**Records for this exercise**
____________________

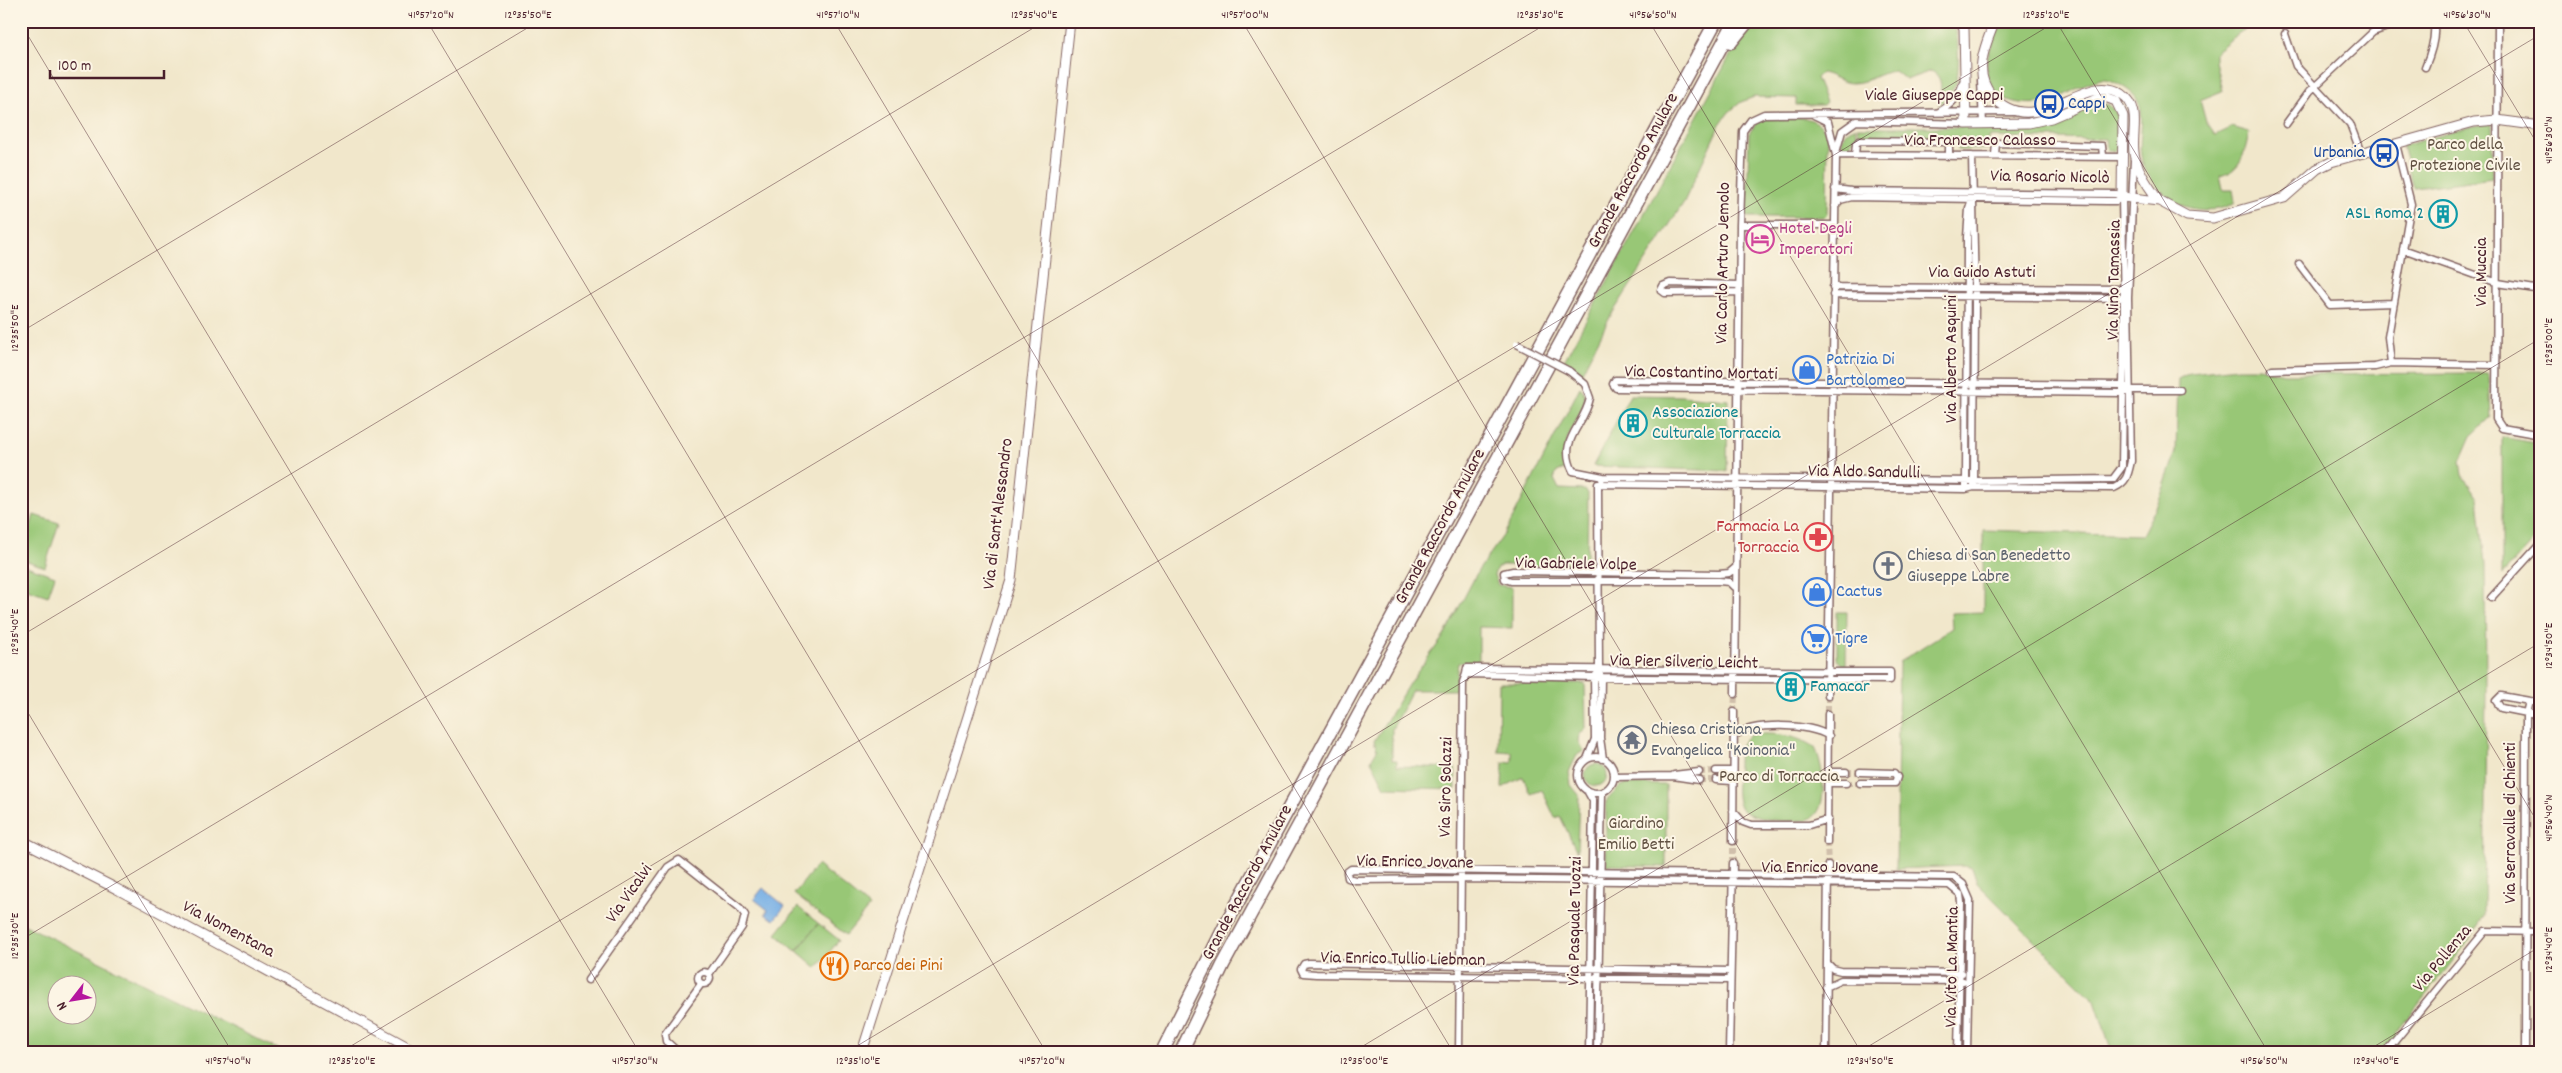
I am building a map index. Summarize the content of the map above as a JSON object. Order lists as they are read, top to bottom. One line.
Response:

____________________

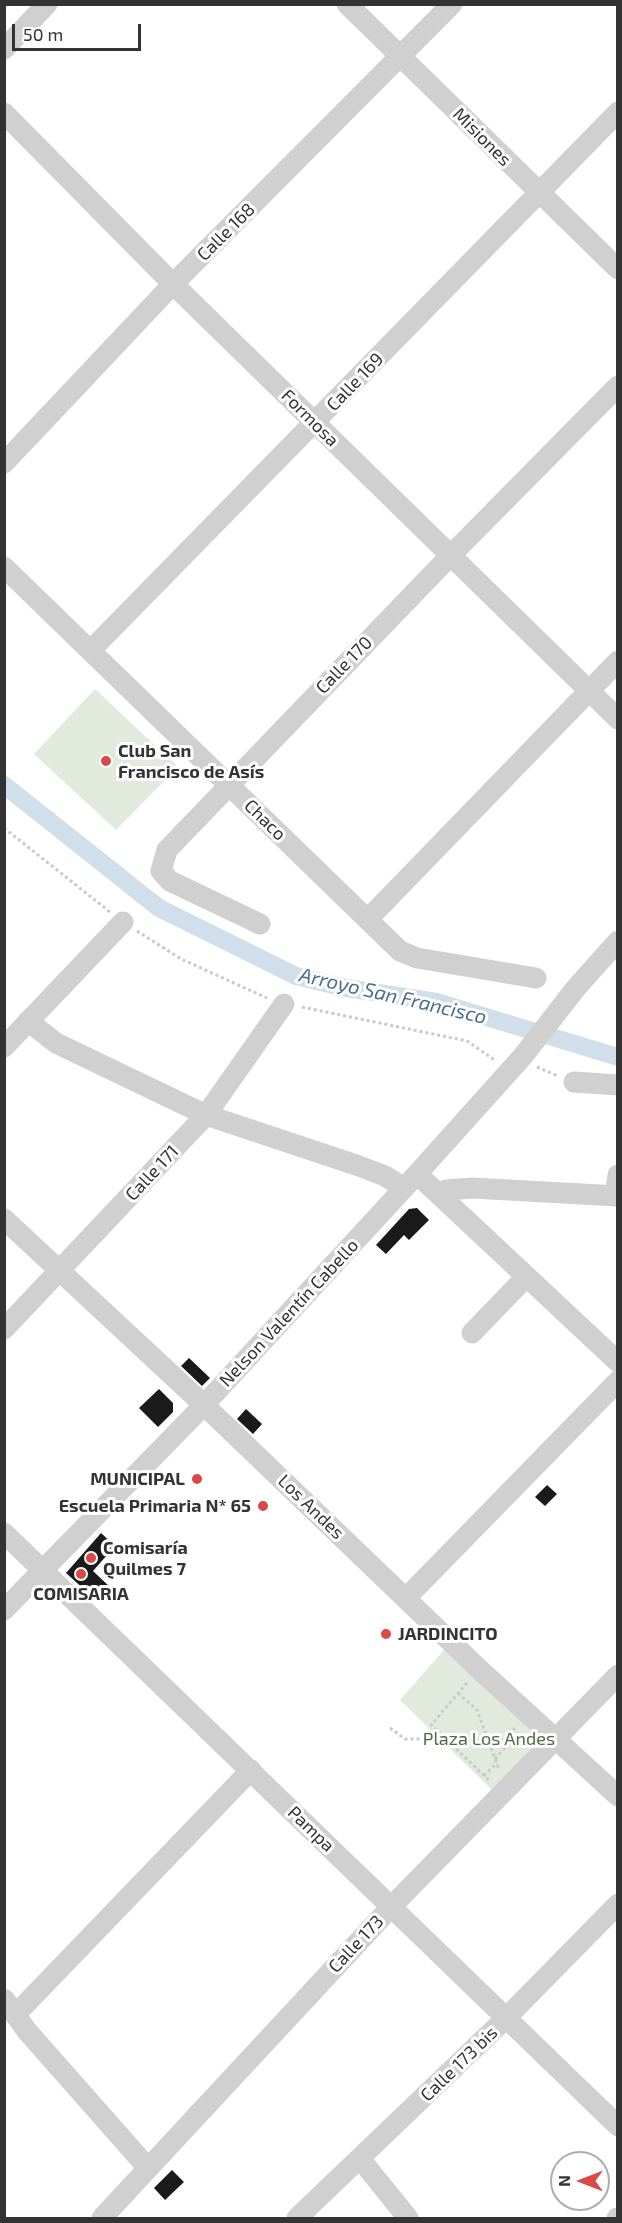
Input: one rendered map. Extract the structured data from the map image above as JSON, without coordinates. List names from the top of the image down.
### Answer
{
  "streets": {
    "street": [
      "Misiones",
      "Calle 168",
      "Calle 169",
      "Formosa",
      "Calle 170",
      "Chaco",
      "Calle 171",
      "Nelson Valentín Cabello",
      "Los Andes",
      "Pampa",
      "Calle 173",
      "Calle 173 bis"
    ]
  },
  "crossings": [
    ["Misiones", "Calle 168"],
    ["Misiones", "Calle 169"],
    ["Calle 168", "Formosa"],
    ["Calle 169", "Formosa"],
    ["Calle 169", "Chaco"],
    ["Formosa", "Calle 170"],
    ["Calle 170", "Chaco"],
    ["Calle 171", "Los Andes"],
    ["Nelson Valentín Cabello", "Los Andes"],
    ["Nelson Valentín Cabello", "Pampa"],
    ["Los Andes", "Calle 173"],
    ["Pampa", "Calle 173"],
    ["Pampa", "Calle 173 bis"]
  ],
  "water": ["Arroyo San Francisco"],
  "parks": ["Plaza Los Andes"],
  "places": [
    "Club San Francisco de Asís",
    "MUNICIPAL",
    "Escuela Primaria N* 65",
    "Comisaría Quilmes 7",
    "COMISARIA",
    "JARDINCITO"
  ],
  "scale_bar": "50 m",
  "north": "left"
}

____________________

**Work order**
Report how many lines of the data contain the word "JSON", using the number alone.

**Worked solution**
2